Potomac Flacks spots a National Journal story:
With congressional Dems looking to take on the oil industry next year, the industry’s lead trade group, the American Petroleum Institute, is planning a $100 million PR “image and education effort
In particular, the Exxon CEO argues:
Proposals by congressional Democrats to eliminate oil industry tax breaks and subsidies would set a bad example overseas and discourage new industry investments, Exxon Mobil’s top executive said Thursday. Rex W. Tillerson said moves suggested by leaders of the incoming Democratic congressional majority would encourage similar steps by governments abroad, where Exxon Mobil Corp. generates the bulk of its profit. “I think the bigger concern I have is not so much the economic direct effect of the fact that they want to take a tax break off here or there. But it’s the message it sends the rest of the world that you don’t have to provide stable (regulatory) frameworks,” Tillerson told reporters after a speech to the Boston College Chief Executives’ Club.
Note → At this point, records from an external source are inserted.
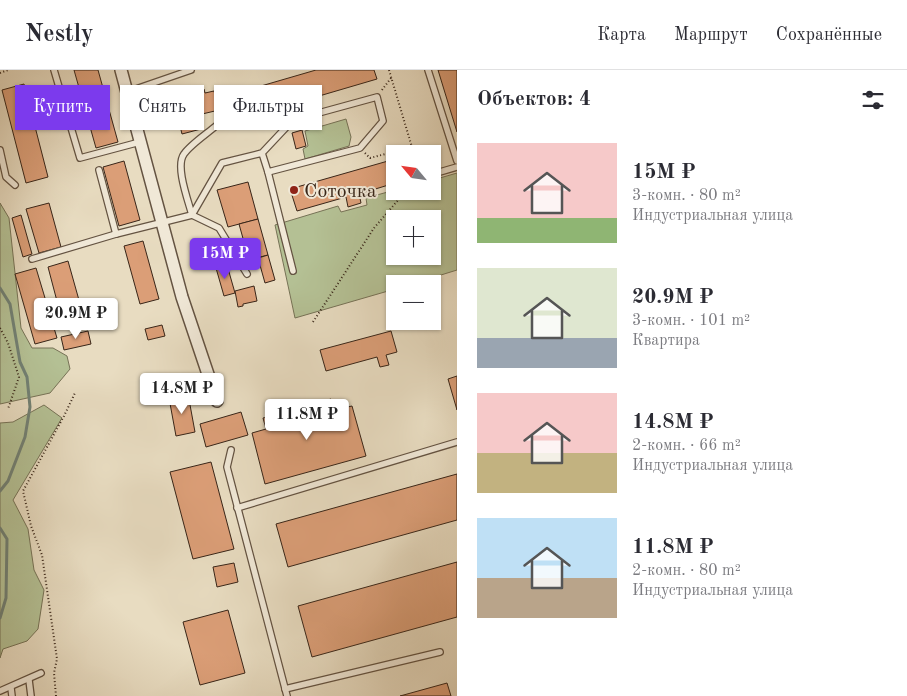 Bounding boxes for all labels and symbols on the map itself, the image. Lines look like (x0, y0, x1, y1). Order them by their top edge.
north arrow (386, 145, 441, 200)
place label: Соточка (304, 182, 377, 202)
marker: Соточка (288, 184, 300, 196)
pin: 15M ₽ (190, 238, 260, 280)
pin: 20.9M ₽ (30, 298, 122, 340)
pin: 14.8M ₽ (136, 372, 228, 415)
pin: 11.8M ₽ (261, 398, 353, 441) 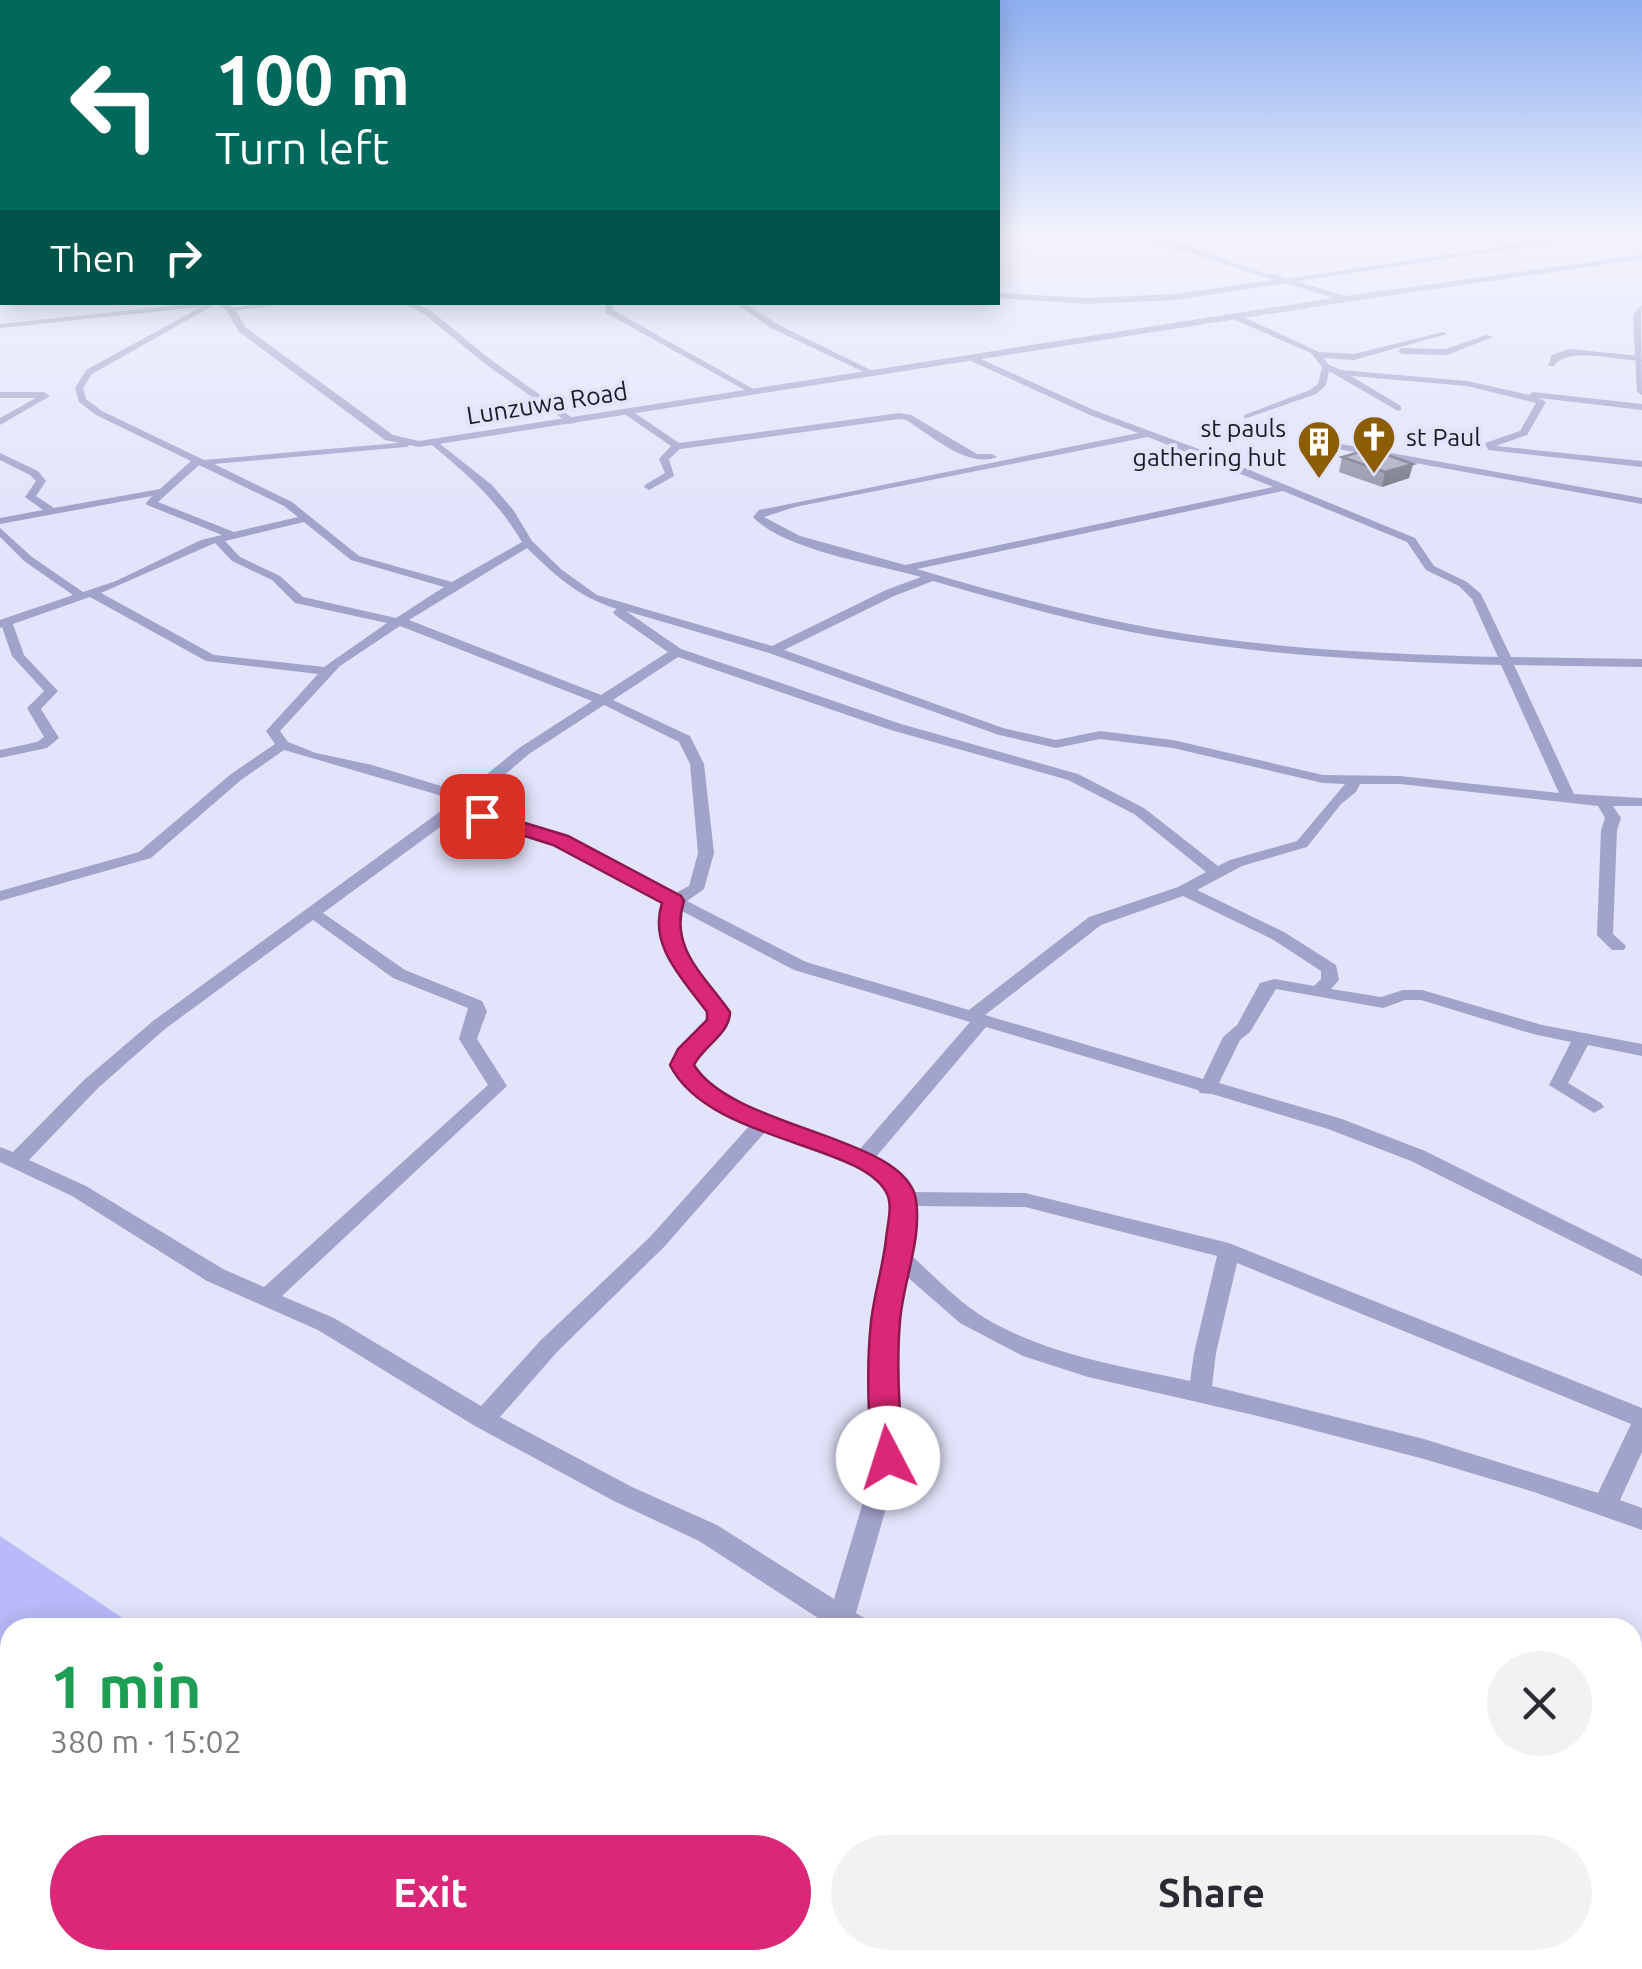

Exxon does not want a stable tax regime – they want lower taxes for their industry. Even it takes all sorts of gimmicks over time as they get their political friends into places of real authority (e.g., the White House). I also find it funny that they are concerned that foreign tax laws might take the lead of American tax law given how the captains of Corporate America often ask U.S. tax law to follow the lead of foreign tax law – at least when foreign tax law affords them tax breaks.
Don’t tax me, tax that fellow behind the bush. (Hat tip to Think Progress).